> What you are asked to do: For the data below, work out the number of lines containing the string "rows" and answer with that number only.

> Records from a data collection:
▬▬▬▬▬▬
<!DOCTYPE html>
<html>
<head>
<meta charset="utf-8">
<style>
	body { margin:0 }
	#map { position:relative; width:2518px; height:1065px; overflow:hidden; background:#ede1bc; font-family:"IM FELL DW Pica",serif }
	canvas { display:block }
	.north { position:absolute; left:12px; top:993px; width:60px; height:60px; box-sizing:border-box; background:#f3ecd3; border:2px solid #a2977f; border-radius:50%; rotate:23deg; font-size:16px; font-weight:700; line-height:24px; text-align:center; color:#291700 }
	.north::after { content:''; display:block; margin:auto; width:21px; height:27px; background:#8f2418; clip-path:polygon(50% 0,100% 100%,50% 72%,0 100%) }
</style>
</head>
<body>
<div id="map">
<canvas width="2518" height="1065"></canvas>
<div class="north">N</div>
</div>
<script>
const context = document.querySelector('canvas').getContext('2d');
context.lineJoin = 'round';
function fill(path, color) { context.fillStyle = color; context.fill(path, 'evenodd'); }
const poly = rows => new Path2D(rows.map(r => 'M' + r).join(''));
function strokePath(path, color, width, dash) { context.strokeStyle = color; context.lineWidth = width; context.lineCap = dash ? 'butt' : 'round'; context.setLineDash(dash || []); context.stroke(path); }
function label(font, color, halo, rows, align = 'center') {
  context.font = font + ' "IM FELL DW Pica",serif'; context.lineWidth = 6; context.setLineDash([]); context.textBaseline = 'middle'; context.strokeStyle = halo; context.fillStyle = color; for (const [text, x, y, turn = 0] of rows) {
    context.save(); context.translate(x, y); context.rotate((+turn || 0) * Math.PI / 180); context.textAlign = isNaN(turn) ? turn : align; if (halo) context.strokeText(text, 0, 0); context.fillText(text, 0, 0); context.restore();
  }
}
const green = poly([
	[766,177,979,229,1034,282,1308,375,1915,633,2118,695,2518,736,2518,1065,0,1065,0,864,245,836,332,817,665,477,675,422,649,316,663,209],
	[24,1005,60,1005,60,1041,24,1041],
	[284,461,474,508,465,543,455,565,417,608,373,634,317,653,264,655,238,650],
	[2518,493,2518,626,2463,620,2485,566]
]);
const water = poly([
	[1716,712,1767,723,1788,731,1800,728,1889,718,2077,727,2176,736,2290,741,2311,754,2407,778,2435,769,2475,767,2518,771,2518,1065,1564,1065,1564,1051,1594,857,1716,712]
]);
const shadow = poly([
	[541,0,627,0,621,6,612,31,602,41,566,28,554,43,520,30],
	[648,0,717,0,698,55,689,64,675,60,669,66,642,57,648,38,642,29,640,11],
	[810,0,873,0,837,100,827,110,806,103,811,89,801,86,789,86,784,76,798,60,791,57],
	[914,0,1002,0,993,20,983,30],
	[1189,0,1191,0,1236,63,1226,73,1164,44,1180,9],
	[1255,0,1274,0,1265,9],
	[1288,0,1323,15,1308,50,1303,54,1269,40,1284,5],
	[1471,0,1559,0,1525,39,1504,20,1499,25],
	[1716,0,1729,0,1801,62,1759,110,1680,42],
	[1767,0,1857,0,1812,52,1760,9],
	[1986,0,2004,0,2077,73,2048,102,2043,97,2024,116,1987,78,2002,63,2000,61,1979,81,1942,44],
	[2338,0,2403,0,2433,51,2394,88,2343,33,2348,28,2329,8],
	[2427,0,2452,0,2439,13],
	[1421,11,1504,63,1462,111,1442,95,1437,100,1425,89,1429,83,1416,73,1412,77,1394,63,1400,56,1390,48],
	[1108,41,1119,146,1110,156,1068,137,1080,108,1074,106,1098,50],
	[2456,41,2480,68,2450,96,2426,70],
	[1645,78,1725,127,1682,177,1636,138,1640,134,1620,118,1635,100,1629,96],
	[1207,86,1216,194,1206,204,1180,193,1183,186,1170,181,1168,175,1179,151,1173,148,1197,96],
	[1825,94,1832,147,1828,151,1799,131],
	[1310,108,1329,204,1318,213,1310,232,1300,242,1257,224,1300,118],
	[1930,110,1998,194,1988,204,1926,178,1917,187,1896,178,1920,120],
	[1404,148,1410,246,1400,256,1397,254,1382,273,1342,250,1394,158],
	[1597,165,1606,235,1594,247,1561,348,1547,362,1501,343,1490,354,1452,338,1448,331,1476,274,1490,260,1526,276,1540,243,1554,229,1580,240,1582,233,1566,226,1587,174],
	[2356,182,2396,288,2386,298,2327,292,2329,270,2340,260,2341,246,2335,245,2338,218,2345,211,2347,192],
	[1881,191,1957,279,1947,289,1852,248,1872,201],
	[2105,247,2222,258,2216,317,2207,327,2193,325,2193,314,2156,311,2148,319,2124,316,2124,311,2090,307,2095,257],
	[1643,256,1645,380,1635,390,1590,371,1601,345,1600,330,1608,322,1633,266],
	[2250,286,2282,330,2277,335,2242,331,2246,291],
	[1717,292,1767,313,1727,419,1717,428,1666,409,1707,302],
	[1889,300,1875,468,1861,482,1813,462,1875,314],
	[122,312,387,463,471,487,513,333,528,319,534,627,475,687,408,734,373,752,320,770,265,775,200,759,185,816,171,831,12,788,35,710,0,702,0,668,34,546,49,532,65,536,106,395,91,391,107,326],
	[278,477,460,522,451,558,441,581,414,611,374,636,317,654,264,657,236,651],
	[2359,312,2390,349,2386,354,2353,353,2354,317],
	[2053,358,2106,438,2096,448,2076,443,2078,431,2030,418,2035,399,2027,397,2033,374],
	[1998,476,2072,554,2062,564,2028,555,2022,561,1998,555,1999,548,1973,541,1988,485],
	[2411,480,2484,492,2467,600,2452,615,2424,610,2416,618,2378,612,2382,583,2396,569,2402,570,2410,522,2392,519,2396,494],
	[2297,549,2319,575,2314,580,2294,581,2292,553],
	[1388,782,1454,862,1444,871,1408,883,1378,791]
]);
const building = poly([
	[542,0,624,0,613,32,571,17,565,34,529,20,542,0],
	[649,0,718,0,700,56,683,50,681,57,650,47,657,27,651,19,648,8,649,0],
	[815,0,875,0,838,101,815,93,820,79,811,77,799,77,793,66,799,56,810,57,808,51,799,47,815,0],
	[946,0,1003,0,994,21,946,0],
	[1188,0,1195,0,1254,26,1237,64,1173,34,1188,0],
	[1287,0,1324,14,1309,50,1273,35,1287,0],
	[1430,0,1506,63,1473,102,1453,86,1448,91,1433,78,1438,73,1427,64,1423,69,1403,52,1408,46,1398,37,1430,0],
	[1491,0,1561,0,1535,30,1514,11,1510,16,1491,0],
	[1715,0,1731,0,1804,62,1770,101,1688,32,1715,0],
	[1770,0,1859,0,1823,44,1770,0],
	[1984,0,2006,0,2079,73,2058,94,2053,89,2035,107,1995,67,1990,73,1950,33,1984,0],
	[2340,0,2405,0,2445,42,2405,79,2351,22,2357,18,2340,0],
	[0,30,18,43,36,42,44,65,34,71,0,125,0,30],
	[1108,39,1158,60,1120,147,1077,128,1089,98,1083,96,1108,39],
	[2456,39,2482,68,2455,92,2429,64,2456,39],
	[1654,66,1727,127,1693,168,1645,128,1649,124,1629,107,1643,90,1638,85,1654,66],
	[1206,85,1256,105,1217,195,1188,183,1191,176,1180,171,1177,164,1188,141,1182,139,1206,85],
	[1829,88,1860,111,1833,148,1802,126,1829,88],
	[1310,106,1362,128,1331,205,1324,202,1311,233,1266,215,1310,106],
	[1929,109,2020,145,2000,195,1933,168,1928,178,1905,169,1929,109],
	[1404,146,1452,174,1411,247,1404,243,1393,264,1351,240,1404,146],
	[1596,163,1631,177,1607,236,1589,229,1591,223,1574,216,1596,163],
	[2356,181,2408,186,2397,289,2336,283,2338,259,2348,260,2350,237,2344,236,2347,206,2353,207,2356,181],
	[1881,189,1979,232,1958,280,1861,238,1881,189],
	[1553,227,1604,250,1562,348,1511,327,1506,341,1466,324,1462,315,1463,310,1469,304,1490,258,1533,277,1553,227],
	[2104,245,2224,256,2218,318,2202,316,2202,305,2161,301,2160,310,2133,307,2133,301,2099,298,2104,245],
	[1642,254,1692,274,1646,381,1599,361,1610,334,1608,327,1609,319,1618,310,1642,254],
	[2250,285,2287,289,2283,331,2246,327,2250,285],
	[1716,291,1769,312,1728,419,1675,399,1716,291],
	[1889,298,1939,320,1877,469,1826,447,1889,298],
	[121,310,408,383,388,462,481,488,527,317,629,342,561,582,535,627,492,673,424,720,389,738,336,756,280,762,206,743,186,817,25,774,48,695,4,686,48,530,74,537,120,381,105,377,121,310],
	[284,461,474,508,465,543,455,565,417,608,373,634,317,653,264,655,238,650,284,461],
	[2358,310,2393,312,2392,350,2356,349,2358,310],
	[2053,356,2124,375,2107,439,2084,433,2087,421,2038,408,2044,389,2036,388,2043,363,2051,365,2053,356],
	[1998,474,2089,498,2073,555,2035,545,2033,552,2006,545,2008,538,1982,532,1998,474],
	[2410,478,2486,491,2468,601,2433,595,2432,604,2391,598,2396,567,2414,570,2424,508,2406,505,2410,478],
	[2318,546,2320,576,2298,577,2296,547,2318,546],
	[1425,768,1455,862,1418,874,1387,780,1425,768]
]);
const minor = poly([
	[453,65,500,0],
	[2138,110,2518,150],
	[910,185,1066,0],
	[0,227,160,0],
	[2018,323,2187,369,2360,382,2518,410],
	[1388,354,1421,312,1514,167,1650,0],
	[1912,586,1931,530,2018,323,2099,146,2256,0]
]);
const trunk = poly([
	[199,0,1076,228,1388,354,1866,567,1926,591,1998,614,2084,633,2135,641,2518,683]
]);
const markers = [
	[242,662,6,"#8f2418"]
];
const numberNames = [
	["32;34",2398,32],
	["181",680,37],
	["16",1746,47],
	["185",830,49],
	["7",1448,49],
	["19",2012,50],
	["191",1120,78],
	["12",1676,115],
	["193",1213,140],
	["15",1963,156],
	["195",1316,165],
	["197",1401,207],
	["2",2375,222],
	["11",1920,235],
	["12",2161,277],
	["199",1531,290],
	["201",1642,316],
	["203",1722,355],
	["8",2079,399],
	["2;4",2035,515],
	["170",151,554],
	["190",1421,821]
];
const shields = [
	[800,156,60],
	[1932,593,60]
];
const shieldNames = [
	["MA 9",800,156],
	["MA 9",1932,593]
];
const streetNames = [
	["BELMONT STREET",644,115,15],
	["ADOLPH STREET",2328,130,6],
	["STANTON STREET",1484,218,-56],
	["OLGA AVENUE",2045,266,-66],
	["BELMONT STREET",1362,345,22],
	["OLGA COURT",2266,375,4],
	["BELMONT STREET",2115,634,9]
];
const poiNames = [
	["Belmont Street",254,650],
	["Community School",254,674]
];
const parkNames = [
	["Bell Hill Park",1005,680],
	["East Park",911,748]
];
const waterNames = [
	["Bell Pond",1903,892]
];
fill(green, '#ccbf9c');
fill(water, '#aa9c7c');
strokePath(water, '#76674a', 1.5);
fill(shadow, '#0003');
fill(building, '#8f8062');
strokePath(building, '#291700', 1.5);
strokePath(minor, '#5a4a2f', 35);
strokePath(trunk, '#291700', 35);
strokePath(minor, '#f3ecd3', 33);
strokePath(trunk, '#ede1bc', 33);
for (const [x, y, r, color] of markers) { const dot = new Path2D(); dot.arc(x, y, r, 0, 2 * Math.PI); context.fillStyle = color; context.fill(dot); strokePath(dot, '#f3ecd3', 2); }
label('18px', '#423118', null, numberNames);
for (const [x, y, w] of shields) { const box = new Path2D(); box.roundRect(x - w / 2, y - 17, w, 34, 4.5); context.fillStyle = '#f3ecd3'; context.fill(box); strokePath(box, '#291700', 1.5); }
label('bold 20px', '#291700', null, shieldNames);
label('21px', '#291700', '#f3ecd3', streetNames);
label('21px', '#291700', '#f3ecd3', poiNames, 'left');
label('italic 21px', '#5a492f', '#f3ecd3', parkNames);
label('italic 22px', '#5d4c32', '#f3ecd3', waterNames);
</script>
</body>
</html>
▬▬▬▬▬▬
> Result of the exercise: 3